__Directions for this task__:
Starting at the first line of the data, please print exactly those lines through the one that holds "position:absolute; inset:0; border:2px", omitting every picture.
· · · · ·
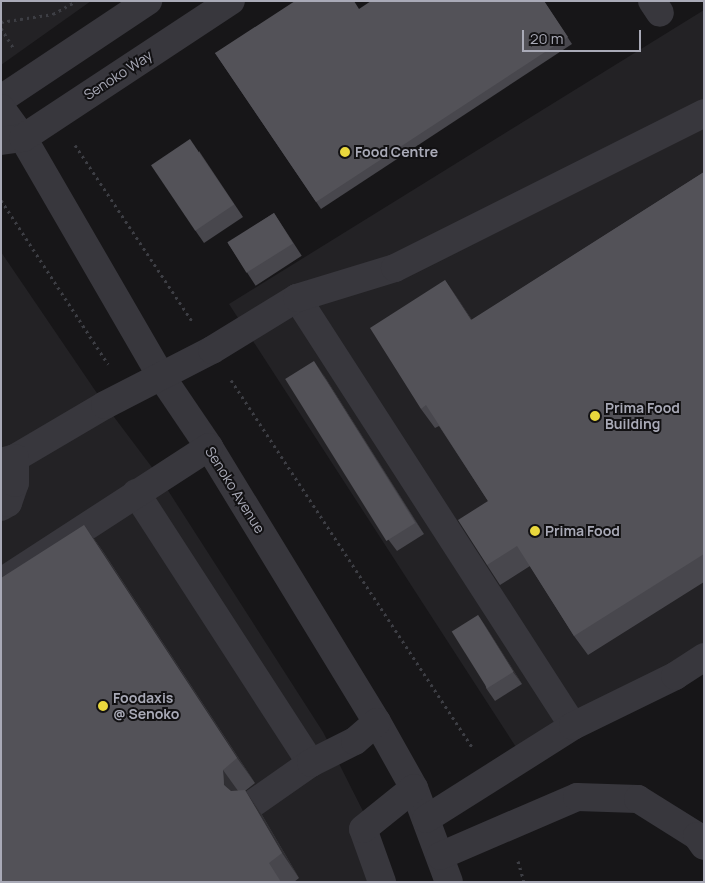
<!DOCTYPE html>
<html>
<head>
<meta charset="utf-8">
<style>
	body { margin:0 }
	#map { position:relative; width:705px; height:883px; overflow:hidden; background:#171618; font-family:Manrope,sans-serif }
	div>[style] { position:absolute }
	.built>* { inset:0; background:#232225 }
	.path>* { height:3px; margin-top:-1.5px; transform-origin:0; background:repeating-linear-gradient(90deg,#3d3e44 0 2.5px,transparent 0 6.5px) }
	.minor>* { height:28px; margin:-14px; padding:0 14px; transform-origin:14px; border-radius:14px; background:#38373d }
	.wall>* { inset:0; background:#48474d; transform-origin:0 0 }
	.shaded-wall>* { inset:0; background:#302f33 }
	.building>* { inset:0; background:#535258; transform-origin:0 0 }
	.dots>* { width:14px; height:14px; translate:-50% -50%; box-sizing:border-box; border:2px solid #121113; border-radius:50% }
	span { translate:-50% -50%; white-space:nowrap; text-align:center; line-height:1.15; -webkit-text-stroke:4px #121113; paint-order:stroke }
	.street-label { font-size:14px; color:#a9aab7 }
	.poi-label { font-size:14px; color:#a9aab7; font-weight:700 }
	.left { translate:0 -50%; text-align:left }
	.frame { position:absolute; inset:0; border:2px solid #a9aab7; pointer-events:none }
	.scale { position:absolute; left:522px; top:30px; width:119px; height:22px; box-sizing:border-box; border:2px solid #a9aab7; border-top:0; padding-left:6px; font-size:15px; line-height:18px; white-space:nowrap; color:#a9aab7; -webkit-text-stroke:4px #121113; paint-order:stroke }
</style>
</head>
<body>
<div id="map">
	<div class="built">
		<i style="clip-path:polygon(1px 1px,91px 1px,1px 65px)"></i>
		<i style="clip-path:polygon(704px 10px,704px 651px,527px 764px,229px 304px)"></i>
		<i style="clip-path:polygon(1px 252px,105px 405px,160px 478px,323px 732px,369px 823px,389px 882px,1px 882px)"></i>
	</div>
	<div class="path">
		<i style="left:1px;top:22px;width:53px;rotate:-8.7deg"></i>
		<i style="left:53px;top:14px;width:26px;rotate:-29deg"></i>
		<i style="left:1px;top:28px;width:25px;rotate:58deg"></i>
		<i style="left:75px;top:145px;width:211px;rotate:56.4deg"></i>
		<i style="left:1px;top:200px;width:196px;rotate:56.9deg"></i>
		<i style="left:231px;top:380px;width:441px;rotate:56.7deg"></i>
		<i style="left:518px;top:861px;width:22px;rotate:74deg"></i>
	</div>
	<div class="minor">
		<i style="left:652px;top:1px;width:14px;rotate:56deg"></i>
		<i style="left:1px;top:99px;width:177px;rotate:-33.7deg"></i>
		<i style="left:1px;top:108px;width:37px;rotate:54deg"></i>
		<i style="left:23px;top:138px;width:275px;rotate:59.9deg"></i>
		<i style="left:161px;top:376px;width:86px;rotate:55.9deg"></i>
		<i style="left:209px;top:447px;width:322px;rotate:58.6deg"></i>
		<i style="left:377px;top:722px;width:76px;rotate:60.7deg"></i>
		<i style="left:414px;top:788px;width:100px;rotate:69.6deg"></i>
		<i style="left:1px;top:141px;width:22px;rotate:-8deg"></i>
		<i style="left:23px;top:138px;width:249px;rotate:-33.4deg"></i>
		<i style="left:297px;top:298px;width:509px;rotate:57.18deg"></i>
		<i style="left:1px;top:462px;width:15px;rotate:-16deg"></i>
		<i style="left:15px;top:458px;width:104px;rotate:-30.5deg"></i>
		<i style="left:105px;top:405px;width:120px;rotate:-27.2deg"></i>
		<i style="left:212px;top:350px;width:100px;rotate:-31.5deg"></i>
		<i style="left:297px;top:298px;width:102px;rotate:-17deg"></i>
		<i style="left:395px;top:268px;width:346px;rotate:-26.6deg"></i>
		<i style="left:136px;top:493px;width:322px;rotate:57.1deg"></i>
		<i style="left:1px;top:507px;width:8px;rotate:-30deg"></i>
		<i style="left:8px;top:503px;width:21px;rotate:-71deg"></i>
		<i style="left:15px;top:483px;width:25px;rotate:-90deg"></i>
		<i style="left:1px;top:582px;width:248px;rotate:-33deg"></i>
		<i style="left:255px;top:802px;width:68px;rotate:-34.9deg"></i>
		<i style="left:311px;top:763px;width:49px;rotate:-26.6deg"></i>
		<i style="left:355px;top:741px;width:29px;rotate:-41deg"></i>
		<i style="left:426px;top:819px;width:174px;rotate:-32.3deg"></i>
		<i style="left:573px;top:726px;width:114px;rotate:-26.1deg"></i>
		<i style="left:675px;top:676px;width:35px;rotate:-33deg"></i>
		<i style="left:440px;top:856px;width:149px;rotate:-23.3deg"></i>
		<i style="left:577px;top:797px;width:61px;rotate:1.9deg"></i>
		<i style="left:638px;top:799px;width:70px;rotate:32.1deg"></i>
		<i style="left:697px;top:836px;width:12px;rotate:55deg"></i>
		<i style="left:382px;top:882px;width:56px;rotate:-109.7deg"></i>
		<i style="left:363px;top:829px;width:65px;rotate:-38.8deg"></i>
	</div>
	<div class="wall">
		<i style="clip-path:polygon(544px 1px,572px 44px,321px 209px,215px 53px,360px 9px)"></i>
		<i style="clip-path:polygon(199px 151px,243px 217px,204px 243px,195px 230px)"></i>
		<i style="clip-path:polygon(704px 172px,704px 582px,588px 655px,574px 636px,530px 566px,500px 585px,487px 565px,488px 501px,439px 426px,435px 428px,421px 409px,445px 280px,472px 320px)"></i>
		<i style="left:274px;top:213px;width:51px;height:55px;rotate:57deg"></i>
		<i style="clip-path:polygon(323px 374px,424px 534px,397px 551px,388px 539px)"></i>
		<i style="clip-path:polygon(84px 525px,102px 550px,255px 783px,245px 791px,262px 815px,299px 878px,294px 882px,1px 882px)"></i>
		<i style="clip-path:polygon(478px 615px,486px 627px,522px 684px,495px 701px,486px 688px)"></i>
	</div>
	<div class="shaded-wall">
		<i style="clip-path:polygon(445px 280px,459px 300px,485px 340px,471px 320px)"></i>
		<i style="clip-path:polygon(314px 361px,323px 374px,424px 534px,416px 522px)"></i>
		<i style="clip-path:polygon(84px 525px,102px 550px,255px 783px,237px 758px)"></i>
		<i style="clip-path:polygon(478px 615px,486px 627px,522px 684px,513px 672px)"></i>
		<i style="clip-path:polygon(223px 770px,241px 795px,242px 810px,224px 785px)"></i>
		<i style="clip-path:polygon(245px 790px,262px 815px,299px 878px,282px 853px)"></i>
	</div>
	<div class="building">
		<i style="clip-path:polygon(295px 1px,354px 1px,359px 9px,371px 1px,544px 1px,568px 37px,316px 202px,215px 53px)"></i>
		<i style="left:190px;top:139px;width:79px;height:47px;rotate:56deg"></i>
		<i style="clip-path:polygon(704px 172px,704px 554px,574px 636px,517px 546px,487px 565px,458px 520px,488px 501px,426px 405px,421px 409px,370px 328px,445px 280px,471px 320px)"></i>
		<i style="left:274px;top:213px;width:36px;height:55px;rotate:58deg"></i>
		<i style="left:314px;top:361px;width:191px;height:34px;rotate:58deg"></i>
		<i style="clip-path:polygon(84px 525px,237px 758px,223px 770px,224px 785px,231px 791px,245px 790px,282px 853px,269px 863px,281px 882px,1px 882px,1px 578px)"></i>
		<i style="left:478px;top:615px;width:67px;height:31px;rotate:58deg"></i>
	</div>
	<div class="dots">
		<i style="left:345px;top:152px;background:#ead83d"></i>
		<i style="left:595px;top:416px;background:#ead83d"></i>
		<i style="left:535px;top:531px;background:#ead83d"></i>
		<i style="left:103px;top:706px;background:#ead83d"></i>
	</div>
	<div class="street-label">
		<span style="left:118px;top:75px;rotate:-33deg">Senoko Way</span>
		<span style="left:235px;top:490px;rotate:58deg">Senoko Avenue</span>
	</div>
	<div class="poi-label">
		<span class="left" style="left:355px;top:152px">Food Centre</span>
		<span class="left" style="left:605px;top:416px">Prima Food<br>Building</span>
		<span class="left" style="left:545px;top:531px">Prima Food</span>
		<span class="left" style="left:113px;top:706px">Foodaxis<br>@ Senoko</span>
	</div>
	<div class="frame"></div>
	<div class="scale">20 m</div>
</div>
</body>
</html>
· · · · ·
__Answer space__:
<!DOCTYPE html>
<html>
<head>
<meta charset="utf-8">
<style>
	body { margin:0 }
	#map { position:relative; width:705px; height:883px; overflow:hidden; background:#171618; font-family:Manrope,sans-serif }
	div>[style] { position:absolute }
	.built>* { inset:0; background:#232225 }
	.path>* { height:3px; margin-top:-1.5px; transform-origin:0; background:repeating-linear-gradient(90deg,#3d3e44 0 2.5px,transparent 0 6.5px) }
	.minor>* { height:28px; margin:-14px; padding:0 14px; transform-origin:14px; border-radius:14px; background:#38373d }
	.wall>* { inset:0; background:#48474d; transform-origin:0 0 }
	.shaded-wall>* { inset:0; background:#302f33 }
	.building>* { inset:0; background:#535258; transform-origin:0 0 }
	.dots>* { width:14px; height:14px; translate:-50% -50%; box-sizing:border-box; border:2px solid #121113; border-radius:50% }
	span { translate:-50% -50%; white-space:nowrap; text-align:center; line-height:1.15; -webkit-text-stroke:4px #121113; paint-order:stroke }
	.street-label { font-size:14px; color:#a9aab7 }
	.poi-label { font-size:14px; color:#a9aab7; font-weight:700 }
	.left { translate:0 -50%; text-align:left }
	.frame { position:absolute; inset:0; border:2px solid #a9aab7; pointer-events:none }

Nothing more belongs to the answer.